In this ceramic material, glass, in semi-fused powered form, is used as the bonding agent to hold the particles of mica together, and in this state is known in the trade as frit, of which there are a number of types or grades, depending upon the formula used. Pemco, prior to its relations with the plaintiff which are here in issue, had been an extensive manufacturer of porcelain enamel frit used in the manufacture of stoves, refrigerators, sanitary ware, washing machines, display cases, etc. In April, 1942, the plaintiff entered into negotiations with Pemco looking towards the furnishing by Pemco to the plaintiff of the latter's requirements for frit in its manufacture of Mycalex. As a result, plaintiff's production manager visited Pemco's Baltimore plant in order to become acquainted more precisely with the kind of frit that plaintiff required. After witnessing and assisting in the manufacture of frit at Pemco's Baltimore plant, quantities of Mycalex were made with it by plaintiff at its plant in Clifton, New Jersey, and orders for specific amounts of this frit were then given by plaintiff to Pemco for delivery over a period of months, continuing into the year 1943. During this period, plaintiff's plant at Clifton, New Jersey, was visited on several occasions by officials of Pemco, always upon plaintiff's invitation, in order that these officials might acquaint themselves fully with the various stages in the production of Mycalex in which Pemco's frit was being used, and thereby might be able to improve the frit it was supplying to the plaintiff, the latter having found that this frit was not fully up to its requirements. *422 In the course of these visits, full access to plaintiff's plant was given to Pemco's officials.

During and prior to the period of these visits, the General Electric Company and the Westinghouse Electric & Manufacturing Company had manufactured and sold glass-bonded mica electrical insulating material, and Pemco's director of research from 1936 to 1943 had been employed by the General Electric Company from 1927 to 1934 as head of its enamel department which manufactured the glass for the General Electric Mycalex department; and in this capacity he became thoroughly acquainted with the composition and processing of both frit and the finished product, Mycalex. After coming with Pemco, this same person made visits to the General Electric Company's Mycalex plant as late as 1940.

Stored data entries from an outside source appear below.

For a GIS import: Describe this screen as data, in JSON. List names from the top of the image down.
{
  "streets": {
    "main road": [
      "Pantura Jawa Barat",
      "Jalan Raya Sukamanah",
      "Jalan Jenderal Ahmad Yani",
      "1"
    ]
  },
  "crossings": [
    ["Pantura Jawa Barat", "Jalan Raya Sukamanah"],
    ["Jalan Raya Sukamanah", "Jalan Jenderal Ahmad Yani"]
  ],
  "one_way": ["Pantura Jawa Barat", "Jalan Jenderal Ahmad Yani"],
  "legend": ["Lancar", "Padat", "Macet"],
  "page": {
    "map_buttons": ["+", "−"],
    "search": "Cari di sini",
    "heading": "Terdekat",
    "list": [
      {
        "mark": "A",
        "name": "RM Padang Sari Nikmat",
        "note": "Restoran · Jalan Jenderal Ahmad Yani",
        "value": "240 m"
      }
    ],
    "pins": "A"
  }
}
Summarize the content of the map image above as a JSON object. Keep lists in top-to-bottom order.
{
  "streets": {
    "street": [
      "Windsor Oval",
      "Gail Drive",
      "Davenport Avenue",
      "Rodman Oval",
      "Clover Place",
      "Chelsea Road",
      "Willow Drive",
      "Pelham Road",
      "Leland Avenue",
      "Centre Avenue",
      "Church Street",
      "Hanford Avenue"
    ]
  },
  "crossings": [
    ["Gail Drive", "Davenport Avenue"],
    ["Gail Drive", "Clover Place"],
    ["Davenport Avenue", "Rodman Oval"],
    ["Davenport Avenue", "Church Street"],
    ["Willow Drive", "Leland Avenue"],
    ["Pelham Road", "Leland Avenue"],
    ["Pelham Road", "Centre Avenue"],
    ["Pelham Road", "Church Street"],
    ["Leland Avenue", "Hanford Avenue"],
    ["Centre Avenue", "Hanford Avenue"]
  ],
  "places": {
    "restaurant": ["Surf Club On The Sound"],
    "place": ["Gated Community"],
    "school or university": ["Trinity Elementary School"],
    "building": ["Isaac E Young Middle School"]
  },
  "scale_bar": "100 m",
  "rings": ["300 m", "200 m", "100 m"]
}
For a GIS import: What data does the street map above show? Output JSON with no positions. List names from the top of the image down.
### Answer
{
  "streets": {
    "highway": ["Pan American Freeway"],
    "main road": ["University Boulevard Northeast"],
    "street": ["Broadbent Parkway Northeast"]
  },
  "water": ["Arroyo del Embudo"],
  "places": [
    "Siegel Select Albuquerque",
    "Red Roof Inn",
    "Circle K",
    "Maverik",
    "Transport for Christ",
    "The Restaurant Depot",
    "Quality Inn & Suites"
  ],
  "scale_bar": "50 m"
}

In addition to information so acquired as to the composition and manufacture of this material, Pemco had enjoyed, both during and prior to this period, the benefit of knowledge acquired from the numerous patents previously referred to, and from trade publications and other sources. The technical knowledge required in order to manufacture this material was well known to ceramics engineers and chemists generally. Also, commercial success of glass-bonded mica insulating material depends basically upon the use of that type of frit best adapted for the particular use to which the finished insulating material is to be put, and a determination as to what is the best type of frit involves much experimentation with formulas in order to ascertain the critical temperatures, proper heating and cooling periods, the pressing to be employed, as well as other related factors.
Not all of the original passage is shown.